Acquire Evidence Using LIBEWF
Intro
Every examiner out there has multiple tools in their tool chest. Whether they’re the paid tools or the open source ones, if you’re working in the digital forensics field, they all have the ability to ingest an E01 file. The E01 file is an industry-standard container for your digital evidence so it’s no wonder why every tool supports it. The E01 allows a user to store case information along with the evidence and also has a Cyclic Redundancy Check (CRC) to detect errors so that you know your original evidence was unchanged. This blog is to highlight how to acquire evidence using the terminal on a Mac in case you don’t have a forensic tool readily available.
Libewf in Terminal
The first step to working with an E01 on a Mac is to install the libewf package which contains all the necessary tools we will need.
From previous blogs, we’ve already installed Homebrew on a Mac. So now it’s a matter of providing the correct command to install libewf via Homebrew with the command ‘brew install libewf’.
You will see the install Homebrew start checking for updates and eventually installing the libewf package.
Once we get the thumbs up that the installation was complete, we can do a simple ‘ewfacquire -h’ to get the help file. And since it’s installed correctly, we see different options that can be used when using ewfacquire.
Acquiring Data
In order to acquire data using the libewf package, we’ll be using ewfacquire.

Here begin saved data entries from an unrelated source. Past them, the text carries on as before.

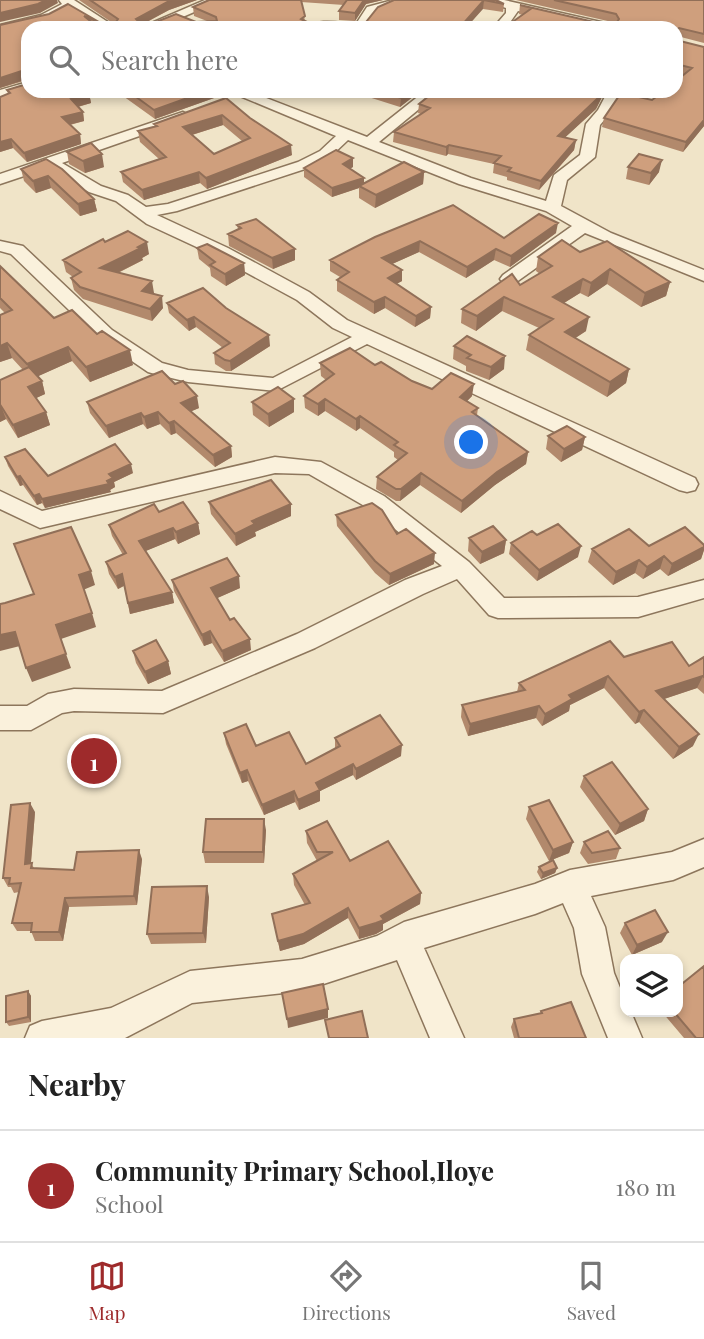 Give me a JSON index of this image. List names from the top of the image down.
{
  "page": {
    "search": "Search here",
    "pins": "1",
    "heading": "Nearby",
    "list": [
      {
        "mark": "1",
        "name": "Community Primary School,Iloye",
        "note": "School",
        "value": "180 m"
      }
    ],
    "nav": ["Map", "Directions", "Saved"]
  }
}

To see what available disks we have on the Mac, we use ‘diskutil list’. The device we’re interested in acquiring is ‘/dev/disk2’.

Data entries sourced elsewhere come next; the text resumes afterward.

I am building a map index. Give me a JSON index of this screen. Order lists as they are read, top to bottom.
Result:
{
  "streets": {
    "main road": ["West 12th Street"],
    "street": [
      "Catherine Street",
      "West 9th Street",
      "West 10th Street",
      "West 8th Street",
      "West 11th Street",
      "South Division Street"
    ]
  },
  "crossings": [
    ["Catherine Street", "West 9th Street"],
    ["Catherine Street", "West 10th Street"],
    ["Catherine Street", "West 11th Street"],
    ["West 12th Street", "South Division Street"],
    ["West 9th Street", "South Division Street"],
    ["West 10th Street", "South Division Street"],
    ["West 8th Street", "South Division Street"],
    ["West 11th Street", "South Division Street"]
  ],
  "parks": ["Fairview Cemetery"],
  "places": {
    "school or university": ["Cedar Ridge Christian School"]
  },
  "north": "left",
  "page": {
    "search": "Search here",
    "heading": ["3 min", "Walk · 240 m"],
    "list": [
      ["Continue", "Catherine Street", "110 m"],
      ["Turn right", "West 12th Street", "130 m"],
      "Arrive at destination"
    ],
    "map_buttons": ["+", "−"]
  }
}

Now that we know which drive we’re going to image, we can start the acquisition process. The first path entered in the command is where we want the evidence to save to. The second path is the disk we want to acquire.
Once the acquisition process starts, we can enter in the case data. It will prompt you for all sorts of case information, image handling, and format, compression, file format, etc. All this information will be part of your E01 file and will always be used whenever it’s accessed.

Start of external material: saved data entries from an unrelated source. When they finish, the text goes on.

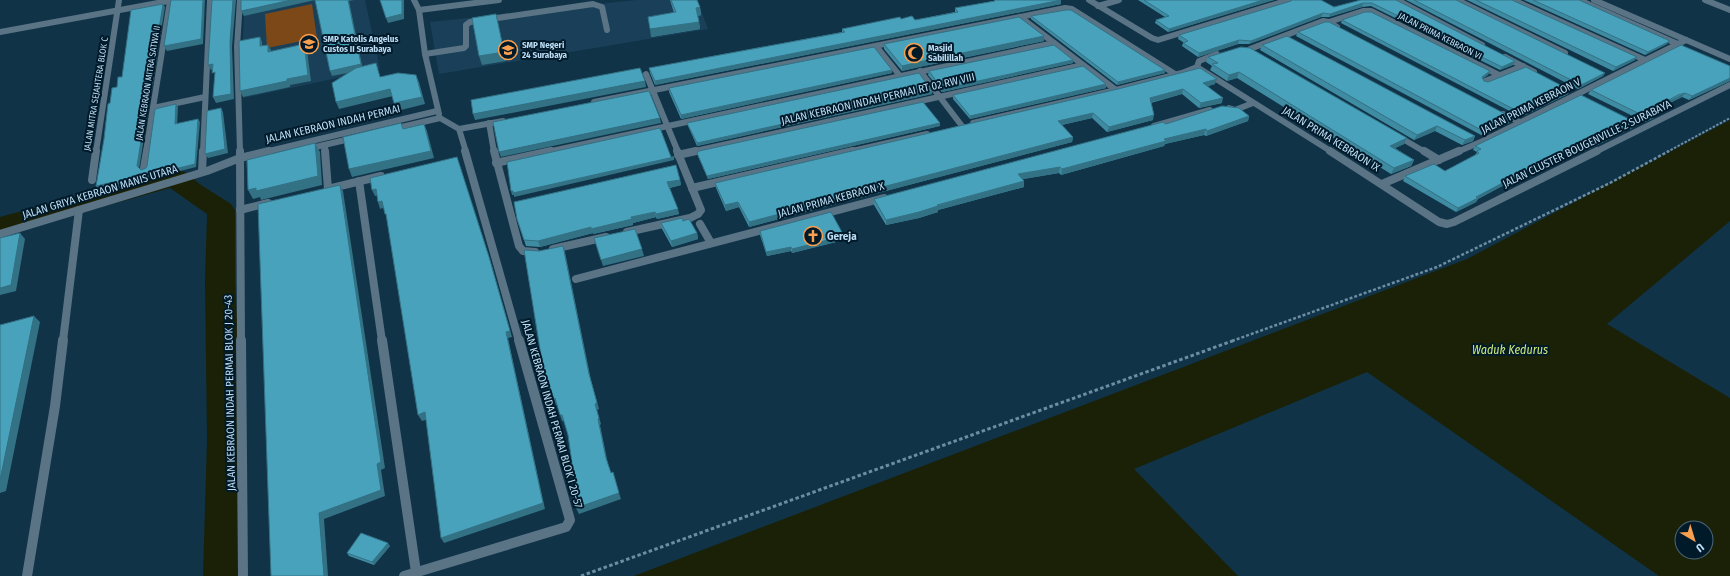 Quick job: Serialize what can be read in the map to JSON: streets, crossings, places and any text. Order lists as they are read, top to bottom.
{
  "streets": {
    "street": [
      "JALAN PRIMA KEBRAON VI",
      "JALAN KEBRAON MITRA SATWA II",
      "JALAN MITRA SEJAHTERA BLOK C",
      "JALAN KEBRAON INDAH PERMAI RT 02 RW VIII",
      "JALAN PRIMA KEBRAON V",
      "JALAN KEBRAON INDAH PERMAI",
      "JALAN PRIMA KEBRAON IX",
      "JALAN CLUSTER BOUGENVILLE 2 SURABAYA",
      "JALAN GRIYA KEBRAON MANIS UTARA",
      "JALAN PRIMA KEBRAON X",
      "JALAN KEBRAON INDAH PERMAI BLOK J 20-43",
      "JALAN KEBRAON INDAH PERMAI BLOK I 20-57"
    ]
  },
  "crossings": [
    ["JALAN PRIMA KEBRAON V", "JALAN PRIMA KEBRAON IX"],
    ["JALAN KEBRAON INDAH PERMAI", "JALAN GRIYA KEBRAON MANIS UTARA"],
    ["JALAN PRIMA KEBRAON IX", "JALAN CLUSTER BOUGENVILLE 2 SURABAYA"]
  ],
  "water": ["Waduk Kedurus"],
  "places": {
    "school or university": ["SMP Katolis Angelus Custos II Surabaya", "SMP Negeri 24 Surabaya"],
    "mosque": ["Masjid Sabilillah"],
    "church": ["Gereja"]
  },
  "north": "bottom right"
}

Once you’ve entered in all the requested information, the acquisition will start and we will see a progress indicator across your terminal screen with a percentage of how much was completed and an estimate of how long it will take to acquire.
And finally, once the acquisition is complete, you’ll be at 100% and the ewfacquire will return “SUCCESS” to show that everything is completed without any issues. It will also provide a hash value to ensure the integrity of your E01 wherever you transfer it to.
And just to double-check our acquisition, we can go to the folder where we saved our E01. Since I left all default options, my E01 is split into multiple E0Xs. Just make sure you don’t lose any of them! Alternatively, during the initial prompts, I could have changed the option to only have one large E01 instead of the multiple ones you see in the screenshot. It's the dealer's choice!
Conclusion
The E01 is the forensic industry standard file format and support for it is readily available. But there may be times when you won’t have access to forensic tools so it’s equally as important to know your way around the command line and be able to acquire digital evidence. And finally, libewf has many more features and functions that can be executed from the terminal but that’s for a future blog post!